*Your task*
Go through the data below and copy each line that includes "COVENTRY".

(Data provided)

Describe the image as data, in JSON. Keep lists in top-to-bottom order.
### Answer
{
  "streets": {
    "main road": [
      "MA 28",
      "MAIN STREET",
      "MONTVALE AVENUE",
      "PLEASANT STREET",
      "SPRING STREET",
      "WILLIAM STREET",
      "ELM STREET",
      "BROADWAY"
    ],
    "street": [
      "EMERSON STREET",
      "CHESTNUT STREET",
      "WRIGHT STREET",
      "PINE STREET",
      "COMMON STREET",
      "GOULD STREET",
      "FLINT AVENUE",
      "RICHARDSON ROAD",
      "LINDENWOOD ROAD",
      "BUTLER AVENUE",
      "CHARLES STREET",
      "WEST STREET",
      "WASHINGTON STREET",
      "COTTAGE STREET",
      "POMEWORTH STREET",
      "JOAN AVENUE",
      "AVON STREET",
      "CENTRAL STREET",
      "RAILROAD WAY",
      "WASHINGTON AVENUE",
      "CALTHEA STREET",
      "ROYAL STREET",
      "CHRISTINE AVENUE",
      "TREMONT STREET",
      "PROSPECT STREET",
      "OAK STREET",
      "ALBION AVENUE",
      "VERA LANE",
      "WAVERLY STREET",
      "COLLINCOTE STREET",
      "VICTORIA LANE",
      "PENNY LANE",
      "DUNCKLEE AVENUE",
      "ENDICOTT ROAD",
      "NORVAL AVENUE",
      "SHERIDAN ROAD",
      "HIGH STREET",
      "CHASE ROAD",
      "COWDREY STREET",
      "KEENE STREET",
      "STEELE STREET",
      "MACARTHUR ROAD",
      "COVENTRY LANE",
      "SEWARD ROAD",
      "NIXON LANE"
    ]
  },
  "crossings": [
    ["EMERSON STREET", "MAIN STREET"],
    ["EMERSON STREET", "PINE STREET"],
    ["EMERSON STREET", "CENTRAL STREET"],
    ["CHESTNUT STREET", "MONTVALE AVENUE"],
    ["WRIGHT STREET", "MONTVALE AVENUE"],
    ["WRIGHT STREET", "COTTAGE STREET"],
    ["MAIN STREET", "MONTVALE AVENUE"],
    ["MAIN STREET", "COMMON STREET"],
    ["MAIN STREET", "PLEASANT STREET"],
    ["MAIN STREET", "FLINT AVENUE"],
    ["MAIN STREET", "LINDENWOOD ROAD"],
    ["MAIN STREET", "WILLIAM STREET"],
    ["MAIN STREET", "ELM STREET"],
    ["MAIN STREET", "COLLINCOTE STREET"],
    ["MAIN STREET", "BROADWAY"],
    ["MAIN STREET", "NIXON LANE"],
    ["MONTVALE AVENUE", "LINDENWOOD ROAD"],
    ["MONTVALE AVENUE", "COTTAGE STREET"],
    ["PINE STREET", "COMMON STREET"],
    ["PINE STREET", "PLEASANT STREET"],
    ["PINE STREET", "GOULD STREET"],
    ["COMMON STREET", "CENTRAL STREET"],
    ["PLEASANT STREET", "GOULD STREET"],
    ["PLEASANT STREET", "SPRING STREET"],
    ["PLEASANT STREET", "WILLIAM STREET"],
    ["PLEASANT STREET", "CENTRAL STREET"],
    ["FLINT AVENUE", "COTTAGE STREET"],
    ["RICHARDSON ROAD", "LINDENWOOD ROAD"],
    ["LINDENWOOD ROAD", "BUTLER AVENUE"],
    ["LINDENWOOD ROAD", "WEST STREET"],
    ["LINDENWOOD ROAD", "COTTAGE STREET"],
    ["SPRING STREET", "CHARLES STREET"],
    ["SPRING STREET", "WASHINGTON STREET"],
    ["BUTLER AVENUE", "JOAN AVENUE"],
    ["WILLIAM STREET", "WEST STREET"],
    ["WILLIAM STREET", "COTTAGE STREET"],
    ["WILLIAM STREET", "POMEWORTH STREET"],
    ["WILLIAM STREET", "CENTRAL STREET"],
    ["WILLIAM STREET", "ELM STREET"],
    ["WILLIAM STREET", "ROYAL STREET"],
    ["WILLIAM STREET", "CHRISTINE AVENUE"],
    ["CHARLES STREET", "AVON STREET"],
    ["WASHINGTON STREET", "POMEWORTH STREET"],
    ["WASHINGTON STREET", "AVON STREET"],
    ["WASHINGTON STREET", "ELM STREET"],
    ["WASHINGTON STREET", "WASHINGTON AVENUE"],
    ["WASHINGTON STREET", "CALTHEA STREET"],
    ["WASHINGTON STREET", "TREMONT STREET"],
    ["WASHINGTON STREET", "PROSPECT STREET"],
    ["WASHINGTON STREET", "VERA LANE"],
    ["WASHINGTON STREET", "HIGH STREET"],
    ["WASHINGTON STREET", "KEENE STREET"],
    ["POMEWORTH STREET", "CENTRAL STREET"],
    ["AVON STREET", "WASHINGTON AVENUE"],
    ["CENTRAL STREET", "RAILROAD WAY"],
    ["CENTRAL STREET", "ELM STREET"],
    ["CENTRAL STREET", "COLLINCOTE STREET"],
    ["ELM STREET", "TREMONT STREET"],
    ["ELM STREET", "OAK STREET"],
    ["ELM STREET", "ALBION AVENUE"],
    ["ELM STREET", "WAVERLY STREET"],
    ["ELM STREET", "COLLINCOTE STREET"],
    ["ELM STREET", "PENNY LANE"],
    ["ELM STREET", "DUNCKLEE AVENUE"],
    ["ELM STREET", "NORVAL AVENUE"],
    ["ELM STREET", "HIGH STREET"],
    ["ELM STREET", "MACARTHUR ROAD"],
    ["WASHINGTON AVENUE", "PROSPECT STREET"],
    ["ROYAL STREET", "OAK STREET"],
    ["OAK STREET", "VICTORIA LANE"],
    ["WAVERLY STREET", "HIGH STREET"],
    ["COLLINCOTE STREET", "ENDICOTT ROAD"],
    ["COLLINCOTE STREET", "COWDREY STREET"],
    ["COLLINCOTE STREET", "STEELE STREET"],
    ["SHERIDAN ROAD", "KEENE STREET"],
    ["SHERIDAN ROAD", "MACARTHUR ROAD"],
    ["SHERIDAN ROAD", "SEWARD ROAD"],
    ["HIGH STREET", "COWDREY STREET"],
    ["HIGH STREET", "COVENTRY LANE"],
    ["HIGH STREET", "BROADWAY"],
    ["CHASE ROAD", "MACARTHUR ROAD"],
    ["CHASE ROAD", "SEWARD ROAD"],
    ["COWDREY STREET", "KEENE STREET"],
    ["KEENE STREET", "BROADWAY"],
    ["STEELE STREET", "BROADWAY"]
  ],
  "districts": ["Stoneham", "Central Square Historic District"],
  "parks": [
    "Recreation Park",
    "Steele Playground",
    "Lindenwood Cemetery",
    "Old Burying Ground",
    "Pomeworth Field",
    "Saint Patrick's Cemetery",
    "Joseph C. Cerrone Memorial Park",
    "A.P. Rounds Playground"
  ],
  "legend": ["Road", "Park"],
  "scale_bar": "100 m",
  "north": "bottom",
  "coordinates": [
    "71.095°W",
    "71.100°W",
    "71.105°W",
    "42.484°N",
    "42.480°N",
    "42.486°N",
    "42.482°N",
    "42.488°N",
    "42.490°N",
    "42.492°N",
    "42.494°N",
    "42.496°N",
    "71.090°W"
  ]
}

(End Data provided)

*Answer section*
      "COVENTRY LANE",
    ["HIGH STREET", "COVENTRY LANE"],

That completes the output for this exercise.